相続土地国庫帰属制度:国に引き取ってもらう最終手段
2023年4月27日に施行された「相続土地国庫帰属制度」を使うと、一定の条件を満たす農地を国に引き取ってもらうことができます。農地の場合の負担金は約20万円程度(10年分の管理費用相当)が目安です。
ただし、境界が不明確な土地、土壌汚染の疑いがある土地、地上に工作物が残っている土地などは対象外です。「売れない・貸せない・国庫帰属も使えない」という状況になる前に、早めに専門家に相談することをお勧めします。
現場で見る「農地相続の失敗パターン」
農地相続の相談を受けていると、同じ失敗が繰り返されています。
農業委員会への届出を知らずに放置し、過料の通知が届いてから慌てる
- 転用できると思って先に建物の計画を進め、無許可転用で行政指導を受ける
- 農振農地を「普通に売れる」と思っていたが、除外できずに数年単位で足止め
- 相続放棄すれば完全に手放せると思っていたが、次の管理者が決まるまで管理義務が残る
農地相続は「宅地の相続より複雑で時間がかかる」という前提で動くことが大切です。
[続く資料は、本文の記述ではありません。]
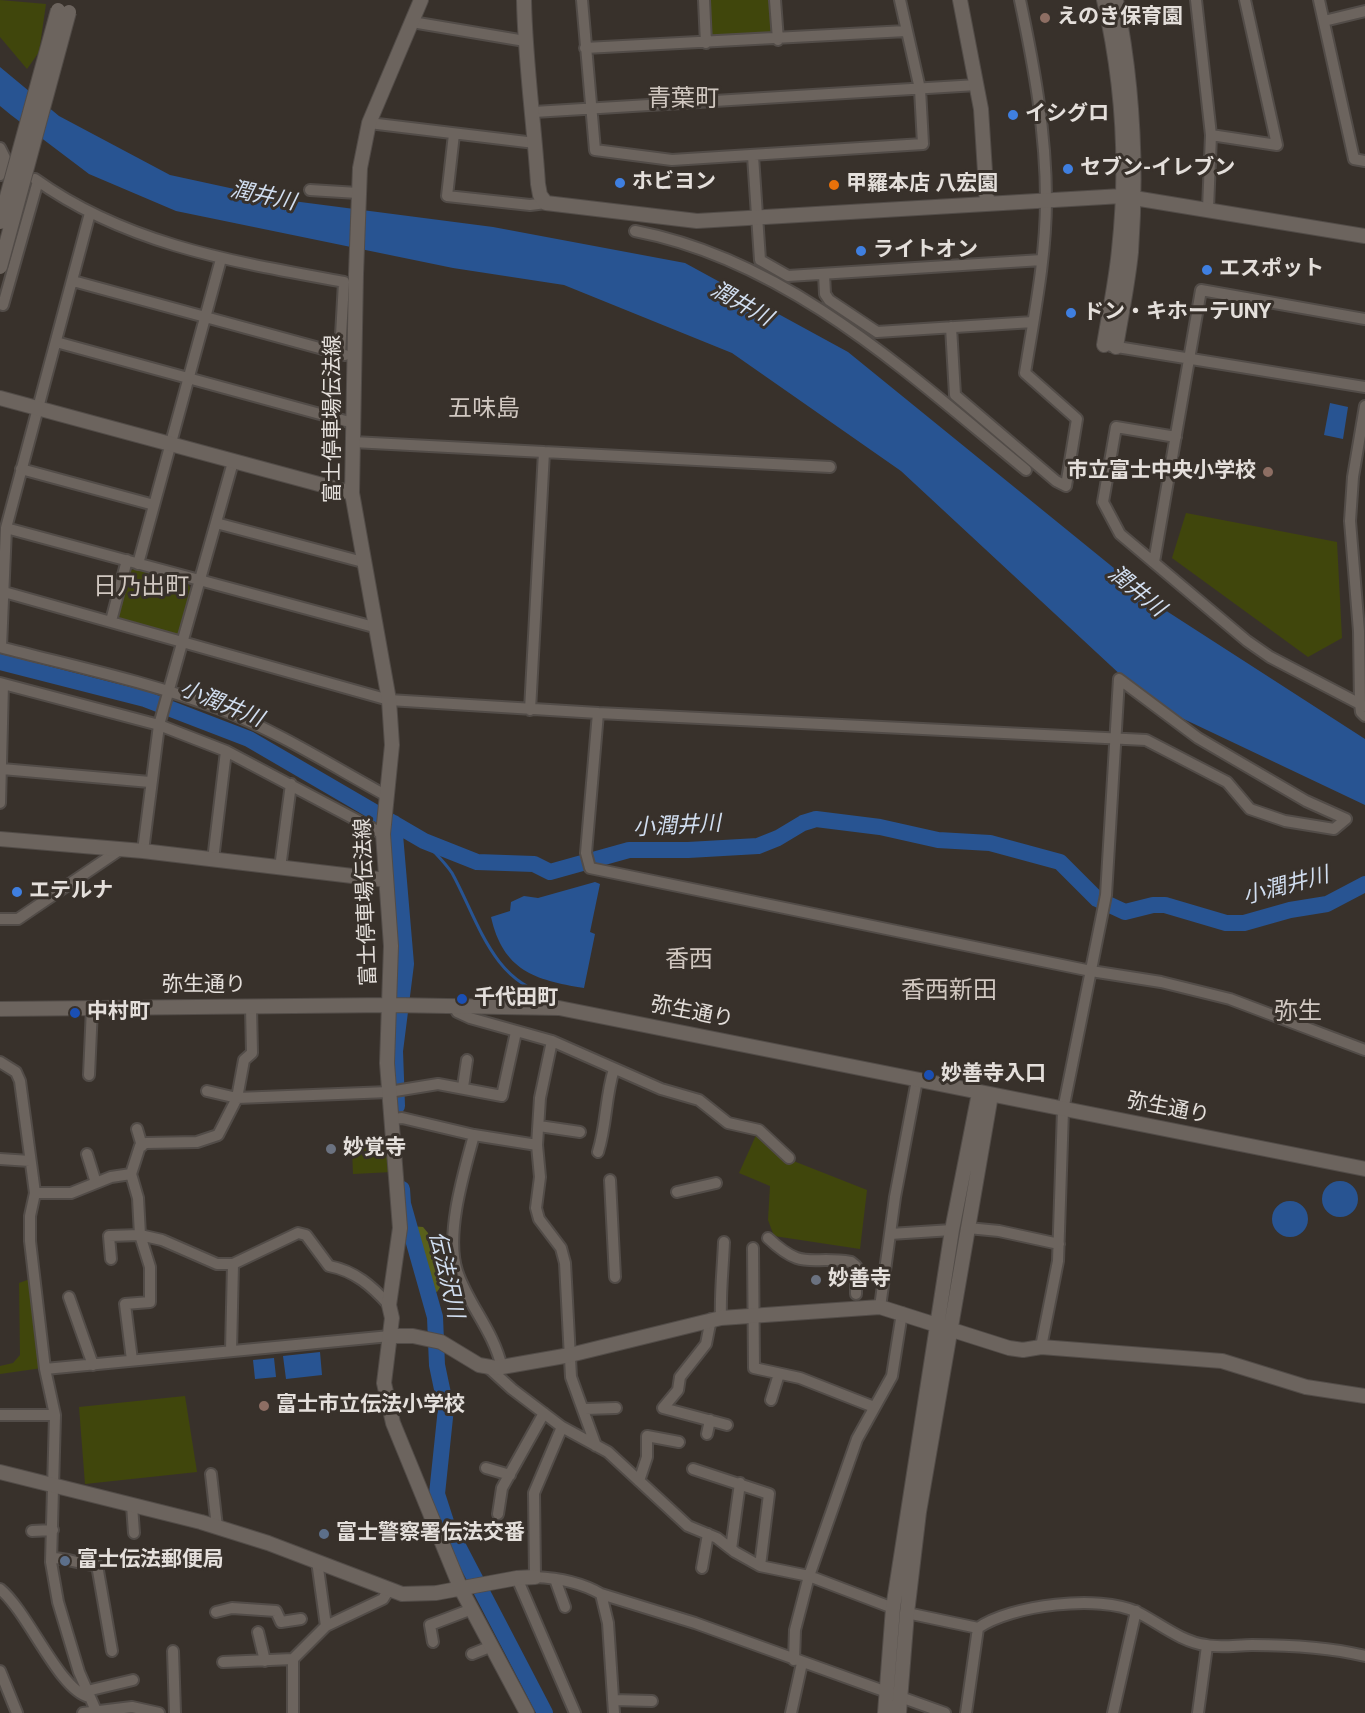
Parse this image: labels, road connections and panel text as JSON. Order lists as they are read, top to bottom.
{
  "streets": {
    "street": ["富士停車場伝法線", "弥生通り"]
  },
  "crossings": [
    ["富士停車場伝法線", "弥生通り"]
  ],
  "districts": [
    "青葉町",
    "五味島",
    "日乃出町",
    "香西",
    "香西新田",
    "弥生"
  ],
  "water": ["潤井川", "小潤井川", "伝法沢川"],
  "places": [
    "えのき保育園",
    "イシグロ",
    "セブン-イレブン",
    "ホビヨン",
    "甲羅本店 八宏園",
    "ライトオン",
    "エスポット",
    "ドン・キホーテUNY",
    "市立富士中央小学校",
    "エテルナ",
    "千代田町",
    "中村町",
    "妙善寺入口",
    "妙覚寺",
    "妙善寺",
    "富士市立伝法小学校",
    "富士警察署伝法交番",
    "富士伝法郵便局"
  ]
}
種別確認と方針決定を早めに行い、農業委員会や宅建業者へ相談することで、無駄な時間とリスクを避けられます。
まとめ:農地相続のチェックリスト
相続登記を3年以内に完了させる
2. 農業委員会への届出を10ヶ月以内に行う
3. 農地の種別(市街化区域内・区域外・農振農地)を確認する
4. 売却・転用・賃貸・国庫帰属のどのルートが現実的かを判断する
5. 買取業者・農業委員会・司法書士と連携して手続きを進める
農地の処分は一人で抱え込まず、早めに専門家へ相談するのが最善策です。